What the task requires: Tally the lines below that contain the word "rows", then give the tally and nothing more.

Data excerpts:
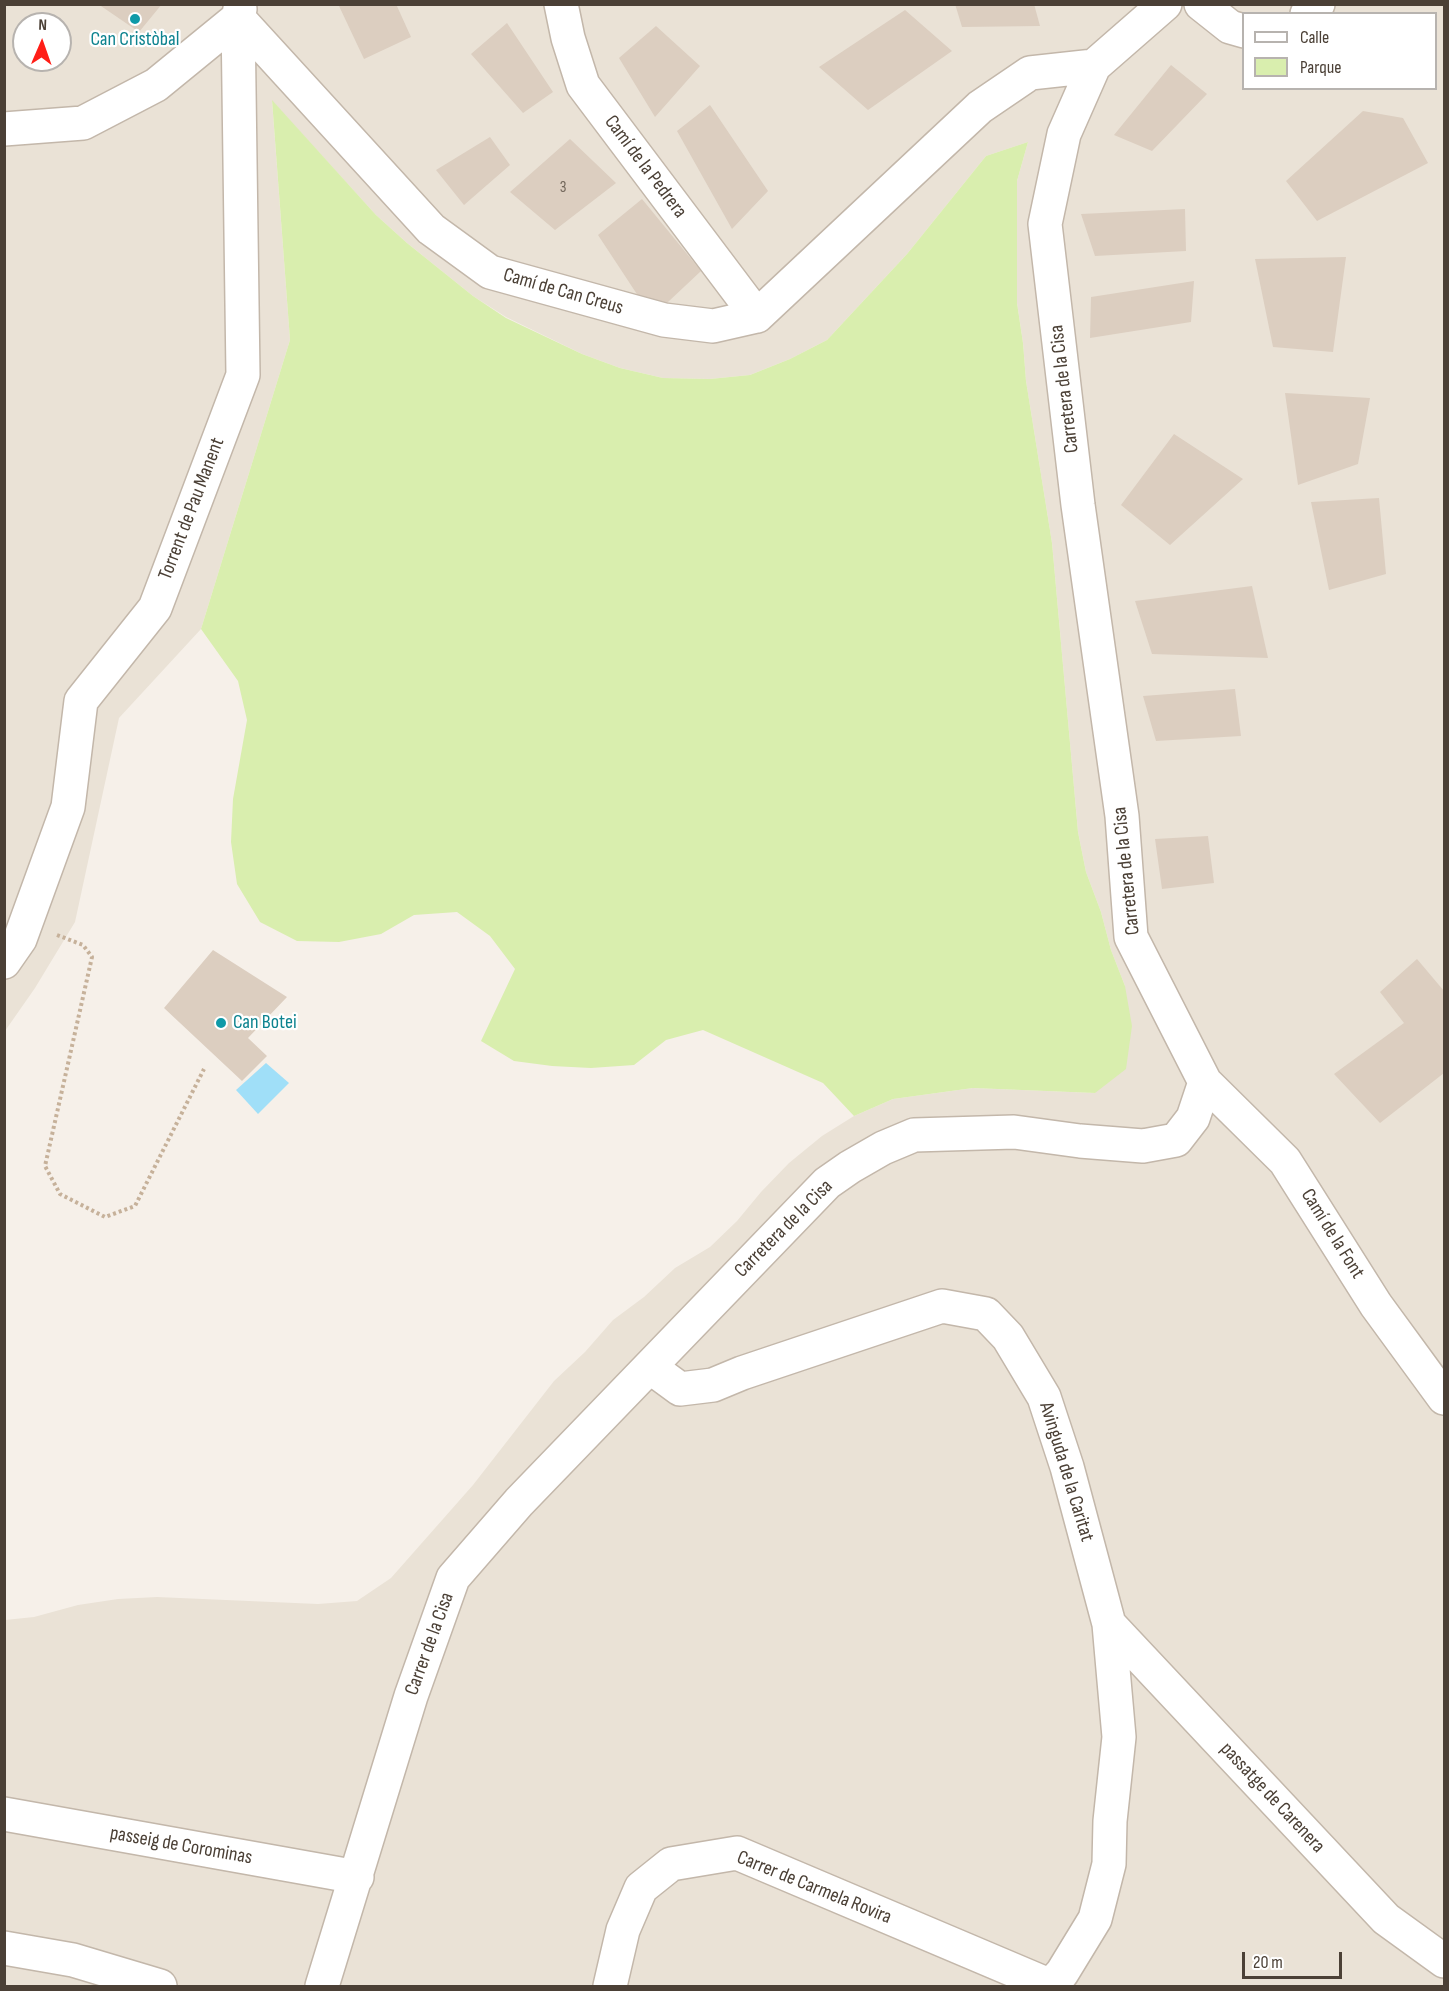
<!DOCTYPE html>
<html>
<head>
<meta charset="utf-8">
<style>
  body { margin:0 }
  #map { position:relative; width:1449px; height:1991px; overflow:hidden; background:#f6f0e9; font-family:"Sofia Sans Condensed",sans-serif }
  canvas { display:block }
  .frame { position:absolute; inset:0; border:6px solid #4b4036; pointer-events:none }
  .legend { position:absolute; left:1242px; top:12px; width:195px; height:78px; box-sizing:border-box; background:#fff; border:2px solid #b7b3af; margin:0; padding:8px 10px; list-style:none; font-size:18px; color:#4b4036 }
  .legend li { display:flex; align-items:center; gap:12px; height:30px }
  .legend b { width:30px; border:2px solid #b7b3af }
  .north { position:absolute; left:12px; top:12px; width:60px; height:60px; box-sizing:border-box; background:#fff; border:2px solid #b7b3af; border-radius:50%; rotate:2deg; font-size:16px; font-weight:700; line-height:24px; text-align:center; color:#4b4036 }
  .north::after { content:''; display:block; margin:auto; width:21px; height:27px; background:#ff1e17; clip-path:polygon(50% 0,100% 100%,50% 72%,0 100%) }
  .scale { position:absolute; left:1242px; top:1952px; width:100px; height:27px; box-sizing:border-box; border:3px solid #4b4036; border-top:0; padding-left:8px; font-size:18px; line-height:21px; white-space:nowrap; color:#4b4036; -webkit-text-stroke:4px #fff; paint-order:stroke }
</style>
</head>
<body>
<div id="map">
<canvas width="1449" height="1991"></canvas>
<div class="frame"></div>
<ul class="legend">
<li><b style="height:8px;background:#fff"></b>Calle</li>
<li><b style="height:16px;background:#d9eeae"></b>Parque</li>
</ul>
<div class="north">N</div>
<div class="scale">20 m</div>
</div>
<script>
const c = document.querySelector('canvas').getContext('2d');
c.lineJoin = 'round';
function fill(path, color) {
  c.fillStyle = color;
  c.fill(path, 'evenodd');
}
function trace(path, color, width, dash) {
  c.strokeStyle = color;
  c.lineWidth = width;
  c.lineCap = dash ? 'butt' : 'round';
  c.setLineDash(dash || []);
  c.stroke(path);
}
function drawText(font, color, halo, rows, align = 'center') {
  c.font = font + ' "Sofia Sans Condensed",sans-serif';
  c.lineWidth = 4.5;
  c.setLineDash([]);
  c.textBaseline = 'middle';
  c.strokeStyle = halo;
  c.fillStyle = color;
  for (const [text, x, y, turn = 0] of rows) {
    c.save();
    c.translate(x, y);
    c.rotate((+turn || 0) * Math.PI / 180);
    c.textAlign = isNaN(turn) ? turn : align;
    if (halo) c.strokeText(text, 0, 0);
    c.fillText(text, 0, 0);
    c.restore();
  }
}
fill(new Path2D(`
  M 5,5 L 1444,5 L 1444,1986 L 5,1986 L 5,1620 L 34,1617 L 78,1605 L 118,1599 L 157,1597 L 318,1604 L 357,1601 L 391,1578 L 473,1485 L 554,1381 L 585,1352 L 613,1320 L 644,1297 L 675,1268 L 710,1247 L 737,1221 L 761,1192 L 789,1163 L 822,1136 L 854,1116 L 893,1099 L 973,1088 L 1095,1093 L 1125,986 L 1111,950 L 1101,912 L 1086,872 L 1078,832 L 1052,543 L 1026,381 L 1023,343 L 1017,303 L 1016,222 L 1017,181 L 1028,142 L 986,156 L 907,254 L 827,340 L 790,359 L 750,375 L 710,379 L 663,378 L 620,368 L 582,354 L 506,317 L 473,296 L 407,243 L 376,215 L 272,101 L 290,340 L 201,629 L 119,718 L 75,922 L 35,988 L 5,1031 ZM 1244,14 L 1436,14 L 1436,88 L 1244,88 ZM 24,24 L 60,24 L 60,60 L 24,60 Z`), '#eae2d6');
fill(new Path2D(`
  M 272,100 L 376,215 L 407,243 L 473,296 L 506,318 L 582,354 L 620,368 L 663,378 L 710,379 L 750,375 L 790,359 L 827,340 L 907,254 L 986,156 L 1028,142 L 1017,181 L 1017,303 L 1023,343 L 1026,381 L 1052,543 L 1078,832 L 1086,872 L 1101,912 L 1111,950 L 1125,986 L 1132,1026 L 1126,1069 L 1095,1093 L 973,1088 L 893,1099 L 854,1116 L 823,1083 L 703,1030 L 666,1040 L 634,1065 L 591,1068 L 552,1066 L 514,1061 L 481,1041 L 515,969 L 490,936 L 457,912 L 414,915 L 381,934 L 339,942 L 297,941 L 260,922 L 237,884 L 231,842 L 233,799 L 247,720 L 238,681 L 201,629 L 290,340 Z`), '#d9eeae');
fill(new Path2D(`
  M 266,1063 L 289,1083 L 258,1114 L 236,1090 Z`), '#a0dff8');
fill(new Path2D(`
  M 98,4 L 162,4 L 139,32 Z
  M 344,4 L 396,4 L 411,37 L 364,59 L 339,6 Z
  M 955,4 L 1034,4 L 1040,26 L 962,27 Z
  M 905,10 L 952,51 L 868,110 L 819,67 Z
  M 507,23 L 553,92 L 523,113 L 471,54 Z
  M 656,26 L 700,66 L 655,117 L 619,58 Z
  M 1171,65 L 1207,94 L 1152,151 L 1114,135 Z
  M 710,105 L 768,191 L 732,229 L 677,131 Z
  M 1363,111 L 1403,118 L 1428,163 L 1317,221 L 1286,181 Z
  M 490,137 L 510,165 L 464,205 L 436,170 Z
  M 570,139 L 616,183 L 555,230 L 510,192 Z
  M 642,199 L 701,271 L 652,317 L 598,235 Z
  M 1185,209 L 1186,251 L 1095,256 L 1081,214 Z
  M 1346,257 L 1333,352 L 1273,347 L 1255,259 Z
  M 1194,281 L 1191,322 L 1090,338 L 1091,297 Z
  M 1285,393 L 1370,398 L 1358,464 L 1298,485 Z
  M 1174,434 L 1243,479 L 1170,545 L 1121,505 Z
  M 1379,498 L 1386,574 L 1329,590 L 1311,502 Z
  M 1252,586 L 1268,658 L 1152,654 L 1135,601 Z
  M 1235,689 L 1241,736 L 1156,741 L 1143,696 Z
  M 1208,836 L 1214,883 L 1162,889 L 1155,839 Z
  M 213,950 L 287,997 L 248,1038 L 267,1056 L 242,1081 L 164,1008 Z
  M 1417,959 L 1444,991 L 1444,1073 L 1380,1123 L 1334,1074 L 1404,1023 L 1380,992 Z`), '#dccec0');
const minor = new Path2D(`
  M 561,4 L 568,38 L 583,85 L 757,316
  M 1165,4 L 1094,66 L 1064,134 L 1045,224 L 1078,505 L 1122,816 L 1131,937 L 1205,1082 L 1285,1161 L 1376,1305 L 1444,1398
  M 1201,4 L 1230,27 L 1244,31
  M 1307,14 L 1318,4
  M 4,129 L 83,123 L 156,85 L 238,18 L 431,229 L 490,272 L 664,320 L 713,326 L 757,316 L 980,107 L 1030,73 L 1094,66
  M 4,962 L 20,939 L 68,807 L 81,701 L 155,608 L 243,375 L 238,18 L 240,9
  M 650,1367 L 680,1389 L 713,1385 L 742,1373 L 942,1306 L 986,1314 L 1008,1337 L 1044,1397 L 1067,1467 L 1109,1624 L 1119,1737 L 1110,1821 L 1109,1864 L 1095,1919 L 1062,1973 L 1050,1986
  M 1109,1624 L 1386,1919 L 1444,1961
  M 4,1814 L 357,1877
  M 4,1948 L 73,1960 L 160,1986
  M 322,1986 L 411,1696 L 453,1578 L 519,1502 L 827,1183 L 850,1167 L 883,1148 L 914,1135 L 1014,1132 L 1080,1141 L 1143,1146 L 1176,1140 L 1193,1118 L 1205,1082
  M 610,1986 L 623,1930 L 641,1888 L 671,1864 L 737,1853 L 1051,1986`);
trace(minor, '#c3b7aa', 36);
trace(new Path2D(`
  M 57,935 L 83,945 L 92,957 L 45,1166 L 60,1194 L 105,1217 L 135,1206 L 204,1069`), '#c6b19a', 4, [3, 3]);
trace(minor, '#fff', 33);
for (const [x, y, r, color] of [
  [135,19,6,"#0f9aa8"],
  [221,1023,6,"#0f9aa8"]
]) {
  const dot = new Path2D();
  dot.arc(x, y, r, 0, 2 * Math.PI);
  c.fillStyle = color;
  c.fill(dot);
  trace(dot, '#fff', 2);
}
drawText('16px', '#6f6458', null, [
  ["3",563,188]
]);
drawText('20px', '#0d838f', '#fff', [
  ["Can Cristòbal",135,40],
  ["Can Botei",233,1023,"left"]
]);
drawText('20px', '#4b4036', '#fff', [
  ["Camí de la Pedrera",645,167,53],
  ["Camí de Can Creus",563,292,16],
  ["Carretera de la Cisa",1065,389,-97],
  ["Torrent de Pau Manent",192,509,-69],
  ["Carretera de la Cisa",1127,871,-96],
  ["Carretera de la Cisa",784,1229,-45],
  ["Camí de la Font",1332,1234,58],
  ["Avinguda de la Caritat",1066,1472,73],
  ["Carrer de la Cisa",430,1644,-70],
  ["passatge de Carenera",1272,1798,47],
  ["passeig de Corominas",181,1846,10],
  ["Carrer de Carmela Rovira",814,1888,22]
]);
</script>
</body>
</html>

Expected output: 2